Plants have evolved a complex multilayered defense system to counteract various invading pathogens during their life cycle. In addition to silencing, considered to be a major molecular defense response against viruses, different signaling pathways activated by phytohormones trigger the expression of secondary metabolites and proteins preventing virus entry and propagation. In this study, we explored the response of cucumber plants to one of the global pathogens, cucumber green mottle mosaic virus (CGMMV), which causes severe symptoms on leaves and fruits. The inbred line of Cucumis sativus L., which is highly susceptible to CGMMV, was chosen for inoculation. Transcriptomes of infected plants at the early and late stages of infection were analyzed in comparison with the corresponding transcriptomes of healthy plants using RNA-seq. The changes in the signaling pathways of ethylene and salicylic and jasmonic acids, as well as the differences in silencing response and expression of pathogenesis-related proteins and transcription factors, were revealed.

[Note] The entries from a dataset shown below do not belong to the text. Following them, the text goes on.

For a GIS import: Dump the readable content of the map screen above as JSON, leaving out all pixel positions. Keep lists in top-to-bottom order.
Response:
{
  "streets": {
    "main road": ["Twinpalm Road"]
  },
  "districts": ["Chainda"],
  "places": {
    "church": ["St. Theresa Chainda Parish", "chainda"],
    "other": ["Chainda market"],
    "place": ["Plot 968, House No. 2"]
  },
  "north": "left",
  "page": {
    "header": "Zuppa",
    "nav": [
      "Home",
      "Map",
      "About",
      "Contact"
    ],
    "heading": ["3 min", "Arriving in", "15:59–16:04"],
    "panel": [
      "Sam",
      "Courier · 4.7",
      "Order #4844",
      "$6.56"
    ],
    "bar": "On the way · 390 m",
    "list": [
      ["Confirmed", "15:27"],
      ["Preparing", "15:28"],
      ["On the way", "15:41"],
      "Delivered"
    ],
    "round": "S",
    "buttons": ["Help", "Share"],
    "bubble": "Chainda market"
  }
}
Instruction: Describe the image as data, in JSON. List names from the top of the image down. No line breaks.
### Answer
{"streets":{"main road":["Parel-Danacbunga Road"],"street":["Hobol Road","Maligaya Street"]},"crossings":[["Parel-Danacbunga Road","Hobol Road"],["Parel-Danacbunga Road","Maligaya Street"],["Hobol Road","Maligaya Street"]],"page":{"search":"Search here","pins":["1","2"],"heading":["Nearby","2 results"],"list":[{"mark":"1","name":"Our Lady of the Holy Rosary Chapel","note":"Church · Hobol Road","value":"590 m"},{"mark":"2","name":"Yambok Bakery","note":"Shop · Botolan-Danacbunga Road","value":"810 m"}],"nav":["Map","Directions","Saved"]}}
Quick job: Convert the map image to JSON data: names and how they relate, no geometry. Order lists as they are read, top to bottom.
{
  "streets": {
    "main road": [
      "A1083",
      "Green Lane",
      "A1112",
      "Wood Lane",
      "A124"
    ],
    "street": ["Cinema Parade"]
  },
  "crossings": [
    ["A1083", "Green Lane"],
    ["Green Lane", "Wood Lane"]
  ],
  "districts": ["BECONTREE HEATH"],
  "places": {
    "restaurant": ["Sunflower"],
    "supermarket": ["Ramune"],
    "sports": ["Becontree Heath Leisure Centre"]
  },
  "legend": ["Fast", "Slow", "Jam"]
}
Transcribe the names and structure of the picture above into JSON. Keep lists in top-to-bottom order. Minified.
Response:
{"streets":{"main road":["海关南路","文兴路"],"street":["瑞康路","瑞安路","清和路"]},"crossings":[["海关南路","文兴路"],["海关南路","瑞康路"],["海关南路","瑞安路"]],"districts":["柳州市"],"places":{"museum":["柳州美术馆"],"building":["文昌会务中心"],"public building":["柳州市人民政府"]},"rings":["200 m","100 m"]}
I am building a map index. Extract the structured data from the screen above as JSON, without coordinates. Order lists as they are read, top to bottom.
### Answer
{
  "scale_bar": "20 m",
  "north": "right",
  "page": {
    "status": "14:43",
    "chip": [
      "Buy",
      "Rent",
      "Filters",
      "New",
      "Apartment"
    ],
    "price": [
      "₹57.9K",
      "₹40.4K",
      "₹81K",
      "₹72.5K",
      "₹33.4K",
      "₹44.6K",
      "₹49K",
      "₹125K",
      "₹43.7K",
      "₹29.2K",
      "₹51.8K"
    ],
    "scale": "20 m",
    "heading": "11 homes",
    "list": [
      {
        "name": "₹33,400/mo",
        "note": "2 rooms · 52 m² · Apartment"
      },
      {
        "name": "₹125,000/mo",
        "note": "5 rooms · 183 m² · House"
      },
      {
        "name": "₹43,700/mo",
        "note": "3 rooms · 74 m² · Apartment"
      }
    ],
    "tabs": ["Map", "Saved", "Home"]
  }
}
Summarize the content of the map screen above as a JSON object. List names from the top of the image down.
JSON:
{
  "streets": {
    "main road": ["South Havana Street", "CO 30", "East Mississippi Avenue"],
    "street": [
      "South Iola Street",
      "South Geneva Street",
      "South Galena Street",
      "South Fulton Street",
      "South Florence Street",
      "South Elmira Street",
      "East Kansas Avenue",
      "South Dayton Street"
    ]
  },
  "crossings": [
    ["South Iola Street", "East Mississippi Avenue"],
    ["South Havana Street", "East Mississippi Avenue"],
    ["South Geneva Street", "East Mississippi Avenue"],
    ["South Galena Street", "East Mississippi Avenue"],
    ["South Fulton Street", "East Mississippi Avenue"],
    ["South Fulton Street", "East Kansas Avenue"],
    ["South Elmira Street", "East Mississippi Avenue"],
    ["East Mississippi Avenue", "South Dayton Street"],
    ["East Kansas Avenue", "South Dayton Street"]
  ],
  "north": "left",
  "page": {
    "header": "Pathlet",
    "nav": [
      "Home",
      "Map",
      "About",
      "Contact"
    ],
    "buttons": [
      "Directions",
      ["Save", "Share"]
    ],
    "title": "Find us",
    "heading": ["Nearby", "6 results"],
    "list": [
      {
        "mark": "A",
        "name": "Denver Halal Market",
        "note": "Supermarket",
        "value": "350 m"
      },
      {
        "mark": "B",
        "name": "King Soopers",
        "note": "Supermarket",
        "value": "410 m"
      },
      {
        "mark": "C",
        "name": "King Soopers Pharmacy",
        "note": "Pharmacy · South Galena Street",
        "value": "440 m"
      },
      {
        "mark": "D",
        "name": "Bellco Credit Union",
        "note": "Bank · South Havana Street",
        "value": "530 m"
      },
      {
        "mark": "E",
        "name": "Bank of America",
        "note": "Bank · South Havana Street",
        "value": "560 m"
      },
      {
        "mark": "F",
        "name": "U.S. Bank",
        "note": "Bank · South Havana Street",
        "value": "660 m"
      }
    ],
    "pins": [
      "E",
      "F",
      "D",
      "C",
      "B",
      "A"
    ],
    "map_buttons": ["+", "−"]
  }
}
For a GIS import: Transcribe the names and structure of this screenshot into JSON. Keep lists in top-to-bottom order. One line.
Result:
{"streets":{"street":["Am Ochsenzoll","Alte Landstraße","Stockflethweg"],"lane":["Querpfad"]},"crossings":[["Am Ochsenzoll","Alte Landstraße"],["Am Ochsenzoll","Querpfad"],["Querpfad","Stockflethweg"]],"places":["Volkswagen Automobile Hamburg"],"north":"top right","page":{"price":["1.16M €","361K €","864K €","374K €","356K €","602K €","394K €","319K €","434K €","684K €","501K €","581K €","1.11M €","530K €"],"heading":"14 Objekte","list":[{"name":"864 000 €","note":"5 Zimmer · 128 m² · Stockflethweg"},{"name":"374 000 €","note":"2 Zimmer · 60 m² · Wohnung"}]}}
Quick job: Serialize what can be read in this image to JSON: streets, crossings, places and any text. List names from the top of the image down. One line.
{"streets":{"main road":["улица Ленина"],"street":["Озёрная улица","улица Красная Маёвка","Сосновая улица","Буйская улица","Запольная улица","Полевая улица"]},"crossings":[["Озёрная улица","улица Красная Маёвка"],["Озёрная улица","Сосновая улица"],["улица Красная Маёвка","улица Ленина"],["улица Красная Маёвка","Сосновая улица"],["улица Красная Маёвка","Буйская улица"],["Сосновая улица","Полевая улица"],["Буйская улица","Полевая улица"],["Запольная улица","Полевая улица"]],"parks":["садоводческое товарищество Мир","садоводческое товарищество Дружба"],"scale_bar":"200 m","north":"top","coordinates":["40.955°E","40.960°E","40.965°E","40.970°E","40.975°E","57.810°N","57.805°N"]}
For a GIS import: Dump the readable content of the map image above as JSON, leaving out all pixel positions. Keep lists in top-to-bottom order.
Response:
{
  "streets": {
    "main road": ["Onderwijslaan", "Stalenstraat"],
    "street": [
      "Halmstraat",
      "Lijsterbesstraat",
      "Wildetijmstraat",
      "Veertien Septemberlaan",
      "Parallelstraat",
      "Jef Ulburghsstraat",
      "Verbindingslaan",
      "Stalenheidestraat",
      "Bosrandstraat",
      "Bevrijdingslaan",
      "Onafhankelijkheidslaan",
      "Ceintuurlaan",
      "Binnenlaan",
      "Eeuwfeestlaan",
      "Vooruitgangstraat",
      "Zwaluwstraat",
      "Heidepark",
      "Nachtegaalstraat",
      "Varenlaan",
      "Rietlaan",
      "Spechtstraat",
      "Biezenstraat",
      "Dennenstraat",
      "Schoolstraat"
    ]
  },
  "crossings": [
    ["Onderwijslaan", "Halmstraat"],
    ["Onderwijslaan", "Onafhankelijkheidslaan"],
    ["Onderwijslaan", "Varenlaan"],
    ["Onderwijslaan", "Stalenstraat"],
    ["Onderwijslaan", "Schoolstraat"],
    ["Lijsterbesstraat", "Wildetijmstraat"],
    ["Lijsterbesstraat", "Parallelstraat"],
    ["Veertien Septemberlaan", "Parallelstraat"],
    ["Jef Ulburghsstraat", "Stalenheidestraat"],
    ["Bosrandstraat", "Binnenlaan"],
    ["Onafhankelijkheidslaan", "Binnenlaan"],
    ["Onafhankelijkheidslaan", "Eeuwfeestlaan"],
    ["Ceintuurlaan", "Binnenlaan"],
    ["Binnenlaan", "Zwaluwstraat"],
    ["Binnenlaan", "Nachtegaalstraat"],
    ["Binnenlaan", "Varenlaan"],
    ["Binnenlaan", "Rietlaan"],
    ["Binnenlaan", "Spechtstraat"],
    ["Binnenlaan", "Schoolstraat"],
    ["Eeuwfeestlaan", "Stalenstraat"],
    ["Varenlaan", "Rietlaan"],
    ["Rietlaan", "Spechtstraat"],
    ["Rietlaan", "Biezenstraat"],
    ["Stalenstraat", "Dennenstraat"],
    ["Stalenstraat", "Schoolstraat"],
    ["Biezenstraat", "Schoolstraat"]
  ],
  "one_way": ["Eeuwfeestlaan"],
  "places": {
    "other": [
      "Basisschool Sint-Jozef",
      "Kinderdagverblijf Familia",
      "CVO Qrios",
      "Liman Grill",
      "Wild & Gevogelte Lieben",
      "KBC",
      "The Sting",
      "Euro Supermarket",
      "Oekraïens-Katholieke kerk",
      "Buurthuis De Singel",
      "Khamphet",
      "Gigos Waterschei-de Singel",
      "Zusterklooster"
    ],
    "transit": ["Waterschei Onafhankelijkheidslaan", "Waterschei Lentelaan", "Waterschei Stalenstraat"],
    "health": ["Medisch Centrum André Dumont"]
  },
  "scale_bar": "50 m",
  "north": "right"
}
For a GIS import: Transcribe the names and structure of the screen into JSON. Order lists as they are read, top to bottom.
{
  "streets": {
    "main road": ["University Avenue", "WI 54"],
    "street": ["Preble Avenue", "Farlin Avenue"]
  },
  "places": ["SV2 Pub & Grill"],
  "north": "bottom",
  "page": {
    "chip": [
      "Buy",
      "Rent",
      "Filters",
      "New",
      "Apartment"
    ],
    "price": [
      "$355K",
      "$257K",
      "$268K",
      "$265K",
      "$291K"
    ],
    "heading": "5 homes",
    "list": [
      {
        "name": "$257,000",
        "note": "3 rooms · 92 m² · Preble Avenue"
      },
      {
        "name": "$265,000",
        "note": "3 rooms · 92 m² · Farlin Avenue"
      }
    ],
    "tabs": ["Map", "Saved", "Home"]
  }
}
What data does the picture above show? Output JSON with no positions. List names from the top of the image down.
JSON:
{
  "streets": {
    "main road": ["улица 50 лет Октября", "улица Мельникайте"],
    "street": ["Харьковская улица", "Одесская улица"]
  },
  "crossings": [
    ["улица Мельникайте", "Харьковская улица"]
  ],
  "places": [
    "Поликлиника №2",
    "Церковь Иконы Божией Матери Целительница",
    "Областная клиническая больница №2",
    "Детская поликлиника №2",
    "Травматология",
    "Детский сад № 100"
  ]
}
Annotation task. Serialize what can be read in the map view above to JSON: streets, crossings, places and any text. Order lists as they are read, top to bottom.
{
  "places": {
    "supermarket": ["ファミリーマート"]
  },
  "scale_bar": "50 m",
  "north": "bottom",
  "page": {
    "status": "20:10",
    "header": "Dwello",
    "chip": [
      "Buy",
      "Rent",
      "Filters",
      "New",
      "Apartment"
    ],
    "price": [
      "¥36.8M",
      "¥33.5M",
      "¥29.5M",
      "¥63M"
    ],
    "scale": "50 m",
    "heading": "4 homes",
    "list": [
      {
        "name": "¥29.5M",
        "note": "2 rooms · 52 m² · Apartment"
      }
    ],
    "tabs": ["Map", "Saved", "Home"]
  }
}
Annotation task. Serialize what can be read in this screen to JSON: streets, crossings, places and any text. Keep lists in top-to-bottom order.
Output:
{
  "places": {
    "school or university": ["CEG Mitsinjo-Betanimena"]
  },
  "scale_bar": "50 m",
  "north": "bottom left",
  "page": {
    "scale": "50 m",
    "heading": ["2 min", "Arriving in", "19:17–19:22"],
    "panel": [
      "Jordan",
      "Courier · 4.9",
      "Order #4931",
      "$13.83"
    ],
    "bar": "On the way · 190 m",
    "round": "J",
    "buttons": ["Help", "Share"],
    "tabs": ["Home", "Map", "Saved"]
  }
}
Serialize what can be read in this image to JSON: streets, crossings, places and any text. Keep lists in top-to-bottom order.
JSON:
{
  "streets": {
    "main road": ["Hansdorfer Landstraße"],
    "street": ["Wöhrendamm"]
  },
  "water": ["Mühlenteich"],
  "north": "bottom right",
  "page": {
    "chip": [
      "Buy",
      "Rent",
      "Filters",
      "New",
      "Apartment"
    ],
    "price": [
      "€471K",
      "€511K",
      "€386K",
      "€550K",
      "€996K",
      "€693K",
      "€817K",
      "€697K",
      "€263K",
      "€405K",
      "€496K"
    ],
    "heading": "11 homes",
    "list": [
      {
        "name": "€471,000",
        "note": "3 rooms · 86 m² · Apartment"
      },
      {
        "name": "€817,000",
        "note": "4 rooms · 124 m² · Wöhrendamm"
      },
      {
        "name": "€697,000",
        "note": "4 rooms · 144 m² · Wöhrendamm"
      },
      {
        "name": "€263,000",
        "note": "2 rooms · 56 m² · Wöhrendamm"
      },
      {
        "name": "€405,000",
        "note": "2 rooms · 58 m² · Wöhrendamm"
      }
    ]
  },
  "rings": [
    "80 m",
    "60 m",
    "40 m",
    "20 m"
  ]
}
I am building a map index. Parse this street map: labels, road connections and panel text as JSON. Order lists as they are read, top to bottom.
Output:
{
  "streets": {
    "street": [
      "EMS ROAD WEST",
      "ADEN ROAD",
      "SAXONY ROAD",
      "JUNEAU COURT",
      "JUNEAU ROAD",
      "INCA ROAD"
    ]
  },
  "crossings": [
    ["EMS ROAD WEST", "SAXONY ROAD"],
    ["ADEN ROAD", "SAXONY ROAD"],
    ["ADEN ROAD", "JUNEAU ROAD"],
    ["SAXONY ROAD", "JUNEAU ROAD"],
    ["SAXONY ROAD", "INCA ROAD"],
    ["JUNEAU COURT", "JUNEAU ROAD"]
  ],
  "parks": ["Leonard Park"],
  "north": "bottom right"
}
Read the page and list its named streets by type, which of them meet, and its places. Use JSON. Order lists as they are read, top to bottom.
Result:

The results show that silencing was strongly suppressed in infected plants, while the salicylic acid and ethylene signaling pathways were induced. The genes encoding pathogenesis-related proteins and the genes involved in the jasmonic acid pathway changed their expression insignificantly. It was also found that WRKY and NAC were the most sensitive to CGMMV infection among the transcription factors detected.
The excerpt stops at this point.